BOB SCHIEFFER: When the financial crisis hit in 2008, I wondered where the Securities and Exchange Commission was. That’s the watchdog agency that’s supposed to keep an eye on Wall Street. Was the agency just asleep at the switch? Well, no. As we found out last week, they were wide awake at the switch. At least, nearly three dozen of them were. They were wide awake downloading pornography from the internet.

Now here’s my question: an inspector general’s report showed that some people at the SEC were spending as much as eight hours a day watching porn. How many days like that does it take before the boss notices the guy hasn’t turned in any work? Does anybody ever ask what’s that guy in the corner doing over there?

In a classic bureaucratic response, the agency says that as the media reported back in February, their own investigators were already on this case. In other words, this is all old news. Sorry, I don’t think so. And the agency notes those who got caught have already been disciplined or quote, "Are in the process of being disciplined." In other words, they’re just now getting around to punishing them? Why is that?
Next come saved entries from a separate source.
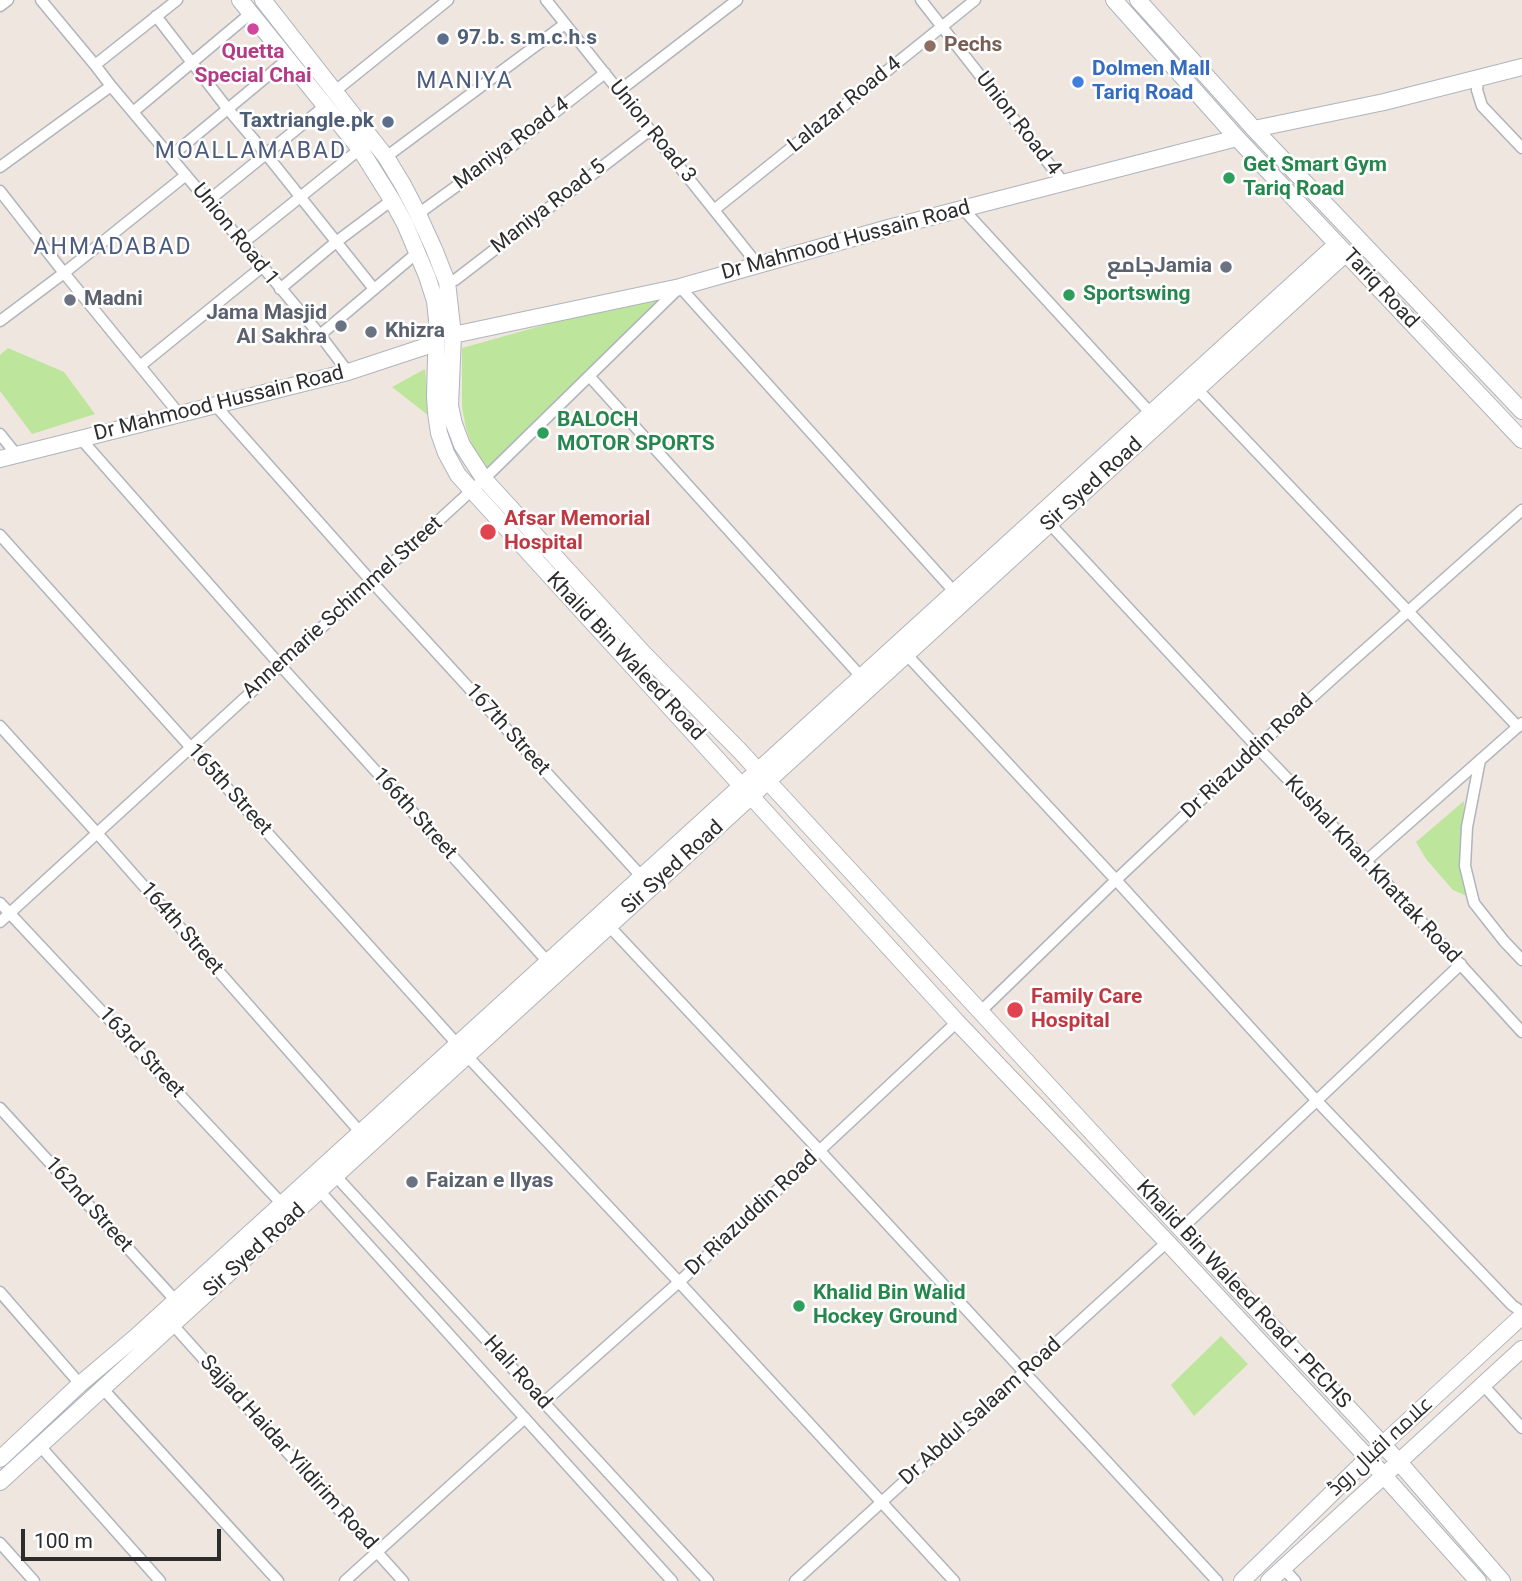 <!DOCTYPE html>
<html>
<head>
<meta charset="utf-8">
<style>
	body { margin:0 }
	#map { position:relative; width:1522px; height:1581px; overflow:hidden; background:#eee6df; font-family:Roboto,sans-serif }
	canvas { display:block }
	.scale { position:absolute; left:21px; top:1529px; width:200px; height:32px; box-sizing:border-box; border:4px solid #2d2d2d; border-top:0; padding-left:9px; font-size:21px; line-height:24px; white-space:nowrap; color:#2d2d2d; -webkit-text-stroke:5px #fff; paint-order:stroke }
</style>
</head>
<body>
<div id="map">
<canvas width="1522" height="1581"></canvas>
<div class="scale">100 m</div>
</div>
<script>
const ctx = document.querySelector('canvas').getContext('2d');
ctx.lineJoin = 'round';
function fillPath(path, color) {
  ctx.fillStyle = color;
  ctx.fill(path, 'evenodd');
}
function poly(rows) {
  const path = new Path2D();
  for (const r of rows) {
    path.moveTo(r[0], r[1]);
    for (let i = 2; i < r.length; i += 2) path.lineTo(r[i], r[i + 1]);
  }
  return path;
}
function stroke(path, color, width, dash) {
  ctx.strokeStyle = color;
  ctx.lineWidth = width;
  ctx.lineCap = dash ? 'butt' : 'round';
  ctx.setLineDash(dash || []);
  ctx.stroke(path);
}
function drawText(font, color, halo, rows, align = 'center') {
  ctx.font = font + ' Roboto,Cairo,sans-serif';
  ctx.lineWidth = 5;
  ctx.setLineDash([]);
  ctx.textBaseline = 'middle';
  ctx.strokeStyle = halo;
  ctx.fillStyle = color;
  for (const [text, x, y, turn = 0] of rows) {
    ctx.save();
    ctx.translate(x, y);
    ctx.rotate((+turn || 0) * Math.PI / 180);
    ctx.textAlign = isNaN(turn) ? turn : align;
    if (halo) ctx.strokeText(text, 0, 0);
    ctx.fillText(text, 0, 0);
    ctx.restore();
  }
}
fillPath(poly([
	[680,287,491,475,476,457,466,428,462,407,462,348],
	[8,348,64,372,95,414,32,434,0,391,0,355],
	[425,369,429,416,392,387],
	[1464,801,1461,874,1469,897,1453,890,1426,859,1416,842],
	[1221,1336,1248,1364,1194,1416,1171,1385]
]), '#bee59c');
const street = poly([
	[41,0,95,65,111,86,320,335,348,372],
	[546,0,758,265],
	[921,0,1064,183],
	[0,6,8,0],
	[156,16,227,108,266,154,374,289],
	[95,65,177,0],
	[1478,79,1477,90,1482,106,1522,148],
	[619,91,737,0],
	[334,92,448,0],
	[133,112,251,13],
	[171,156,288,59],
	[386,157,565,24],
	[0,167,111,86],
	[0,191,64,273,180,415],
	[208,201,325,106],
	[963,209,1155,418],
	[714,210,975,0],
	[418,214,516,143,605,73],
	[243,243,360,149],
	[447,282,455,280,650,130],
	[280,289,336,242,392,200],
	[0,321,64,273,186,175],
	[320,335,418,252],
	[140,366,262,267],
	[590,377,865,681],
	[1197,389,1518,727],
	[215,405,372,582,642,877],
	[0,434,16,454],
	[81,439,280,665,548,962],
	[1050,524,1257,747,1366,861,1522,1032],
	[0,535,458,1045],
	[907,655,1116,880,1316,1100,1512,1305,1522,1312],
	[0,726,97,833,361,1133],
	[1480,760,1467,827,1465,866,1474,903,1504,941,1522,960],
	[1366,861,1522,723],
	[0,903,282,1204],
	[0,922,484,479,680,287,959,597],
	[609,926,819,1150,1217,1581],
	[981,1011,1116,880,1257,747,1341,671,1522,510],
	[467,1056,679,1282,954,1581],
	[0,1108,176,1301],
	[332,1172,708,1581],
	[316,1187,672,1581],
	[1181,1229,1461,964],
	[0,1292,80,1384],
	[173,1325,403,1581],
	[1483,1385,1522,1428],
	[103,1389,278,1581],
	[543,1403,679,1282,957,1022],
	[40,1446,160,1581],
	[0,1543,34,1581],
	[1283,1568,1295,1581],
	[345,1581,525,1418],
	[795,1581,1167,1242]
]);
const secondary = poly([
	[240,0,360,149,392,200,405,224,427,276,435,301,437,320,435,396,436,413,439,433,446,453,458,475,957,1022,1167,1242,1368,1458,1478,1581],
	[263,0,386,157,403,185,418,214,434,249,447,282,453,335,450,406,454,424,462,445,484,479,645,655,739,750,1181,1229,1399,1462,1502,1581],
	[1114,0,1237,138,1522,440],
	[1138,0,1254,129,1522,411],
	[1254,129,1384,102,1522,67],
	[453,335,680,287,892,227,1237,138],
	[0,459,348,372,436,343],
	[0,1459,80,1384,138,1335,1337,244],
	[0,1482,1346,253],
	[1242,1581,1368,1458,1522,1316],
	[1269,1581,1522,1349]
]);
stroke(street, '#afb4bd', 13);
stroke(secondary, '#afb4bd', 18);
stroke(street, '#fff', 10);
stroke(secondary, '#fff', 16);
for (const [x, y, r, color] of [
	[253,29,7,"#d1479c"],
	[443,39,7,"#5c6f8a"],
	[930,46,7,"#8d6e63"],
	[1078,82,7,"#3f7fe0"],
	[388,122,7,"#5c6f8a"],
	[1229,178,7,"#2e9e5b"],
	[1226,267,7,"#6b7280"],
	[1069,295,7,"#2e9e5b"],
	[70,300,7,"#6b7280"],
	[341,326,7,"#6b7280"],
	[371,332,7,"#6b7280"],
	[543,433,7,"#2e9e5b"],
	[488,532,9,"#e0444e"],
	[1015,1010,9,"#e0444e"],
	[412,1182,7,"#6b7280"],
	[799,1306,7,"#2e9e5b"]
]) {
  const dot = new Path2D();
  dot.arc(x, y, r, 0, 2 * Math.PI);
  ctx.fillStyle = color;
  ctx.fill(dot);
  stroke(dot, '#fff', 2.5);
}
drawText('bold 21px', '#4e5e75', '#fff', [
	["97.b. s.m.c.h.s",457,39],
	["Taxtriangle.pk",374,122,"right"]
], 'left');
drawText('bold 21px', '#785e54', '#fff', [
	["Pechs",944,46]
], 'left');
drawText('bold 21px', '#b23c85', '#fff', [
	["Quetta",253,53],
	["Special Chai",253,77]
]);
drawText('bold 21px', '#366cbe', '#fff', [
	["Dolmen Mall",1092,70],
	["Tariq Road",1092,94]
], 'left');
drawText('21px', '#2d2d2d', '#fff', [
	["Lalazar Road 4",845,105,-39],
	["Union Road 4",1018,124,52],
	["Union Road 3",652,132,51],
	["Maniya Road 4",512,144,-37],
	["Maniya Road 5",549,207,-38],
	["Union Road 1",235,235,51],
	["Dr Mahmood Hussain Road",846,241,-15],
	["Tariq Road",1380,289,47],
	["Dr Mahmood Hussain Road",219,404,-14],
	["Sir Syed Road",1092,485,-42],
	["Annemarie Schimmel Street",343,608,-42],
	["Khalid Bin Waleed Road",625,657,47],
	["167th Street",507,730,48],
	["Dr Riazuddin Road",1248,757,-43],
	["165th Street",229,790,48],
	["166th Street",414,814,48],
	["Sir Syed Road",673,868,-42],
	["Kushal Khan Khattak Road",1372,870,47],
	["164th Street",181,929,49],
	["163rd Street",141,1053,47],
	["162nd Street",88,1205,48],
	["Dr Riazuddin Road",752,1214,-43],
	["Sir Syed Road",255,1251,-42],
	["Khalid Bin Waleed Road - PECHS",1243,1295,47],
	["Hali Road",517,1373,48],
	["Dr Abdul Salaam Road",981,1412,-42],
	["علامہ اقبال روڈ",1381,1447,-43],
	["Sajjad Haidar Yildirim Road",288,1453,48]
]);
drawText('bold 21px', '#27864d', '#fff', [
	["Get Smart Gym",1243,166],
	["Tariq Road",1243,190],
	["Sportswing",1083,295],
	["BALOCH",557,421],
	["MOTOR SPORTS",557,445],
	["Khalid Bin Walid",813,1294],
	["Hockey Ground",813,1318]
], 'left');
drawText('bold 21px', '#5b616d', '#fff', [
	["جامعJamia",1212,267,"right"],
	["Madni",84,300],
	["Jama Masjid",327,314,"right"],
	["Al Sakhra",327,338,"right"],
	["Khizra",385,332],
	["Faizan e Ilyas",426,1182]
], 'left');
drawText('bold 21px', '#be3a42', '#fff', [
	["Afsar Memorial",504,520],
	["Hospital",504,544],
	["Family Care",1031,998],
	["Hospital",1031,1022]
], 'left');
ctx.letterSpacing = '2px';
drawText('23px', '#4c5c7f', '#fff', [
	["MANIYA",465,82],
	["MOALLAMABAD",251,152],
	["AHMADABAD",113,248]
]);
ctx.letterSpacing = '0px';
</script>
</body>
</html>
In its press release, the agency also stressed that it won’t, quote, "Allow transgressions of the very few to bring discredit to thousands of hardworking colleagues." That’s certainly reassuring, which begs another question. Why not just release the names of the guilty and tell us exactly what their punishment was? Then we’d know for sure who the innocent people were. Reading that press release, I’m still not sure the agency gets it at all and won’t until some more people get fired over there and not just those people looking at the dirty pictures.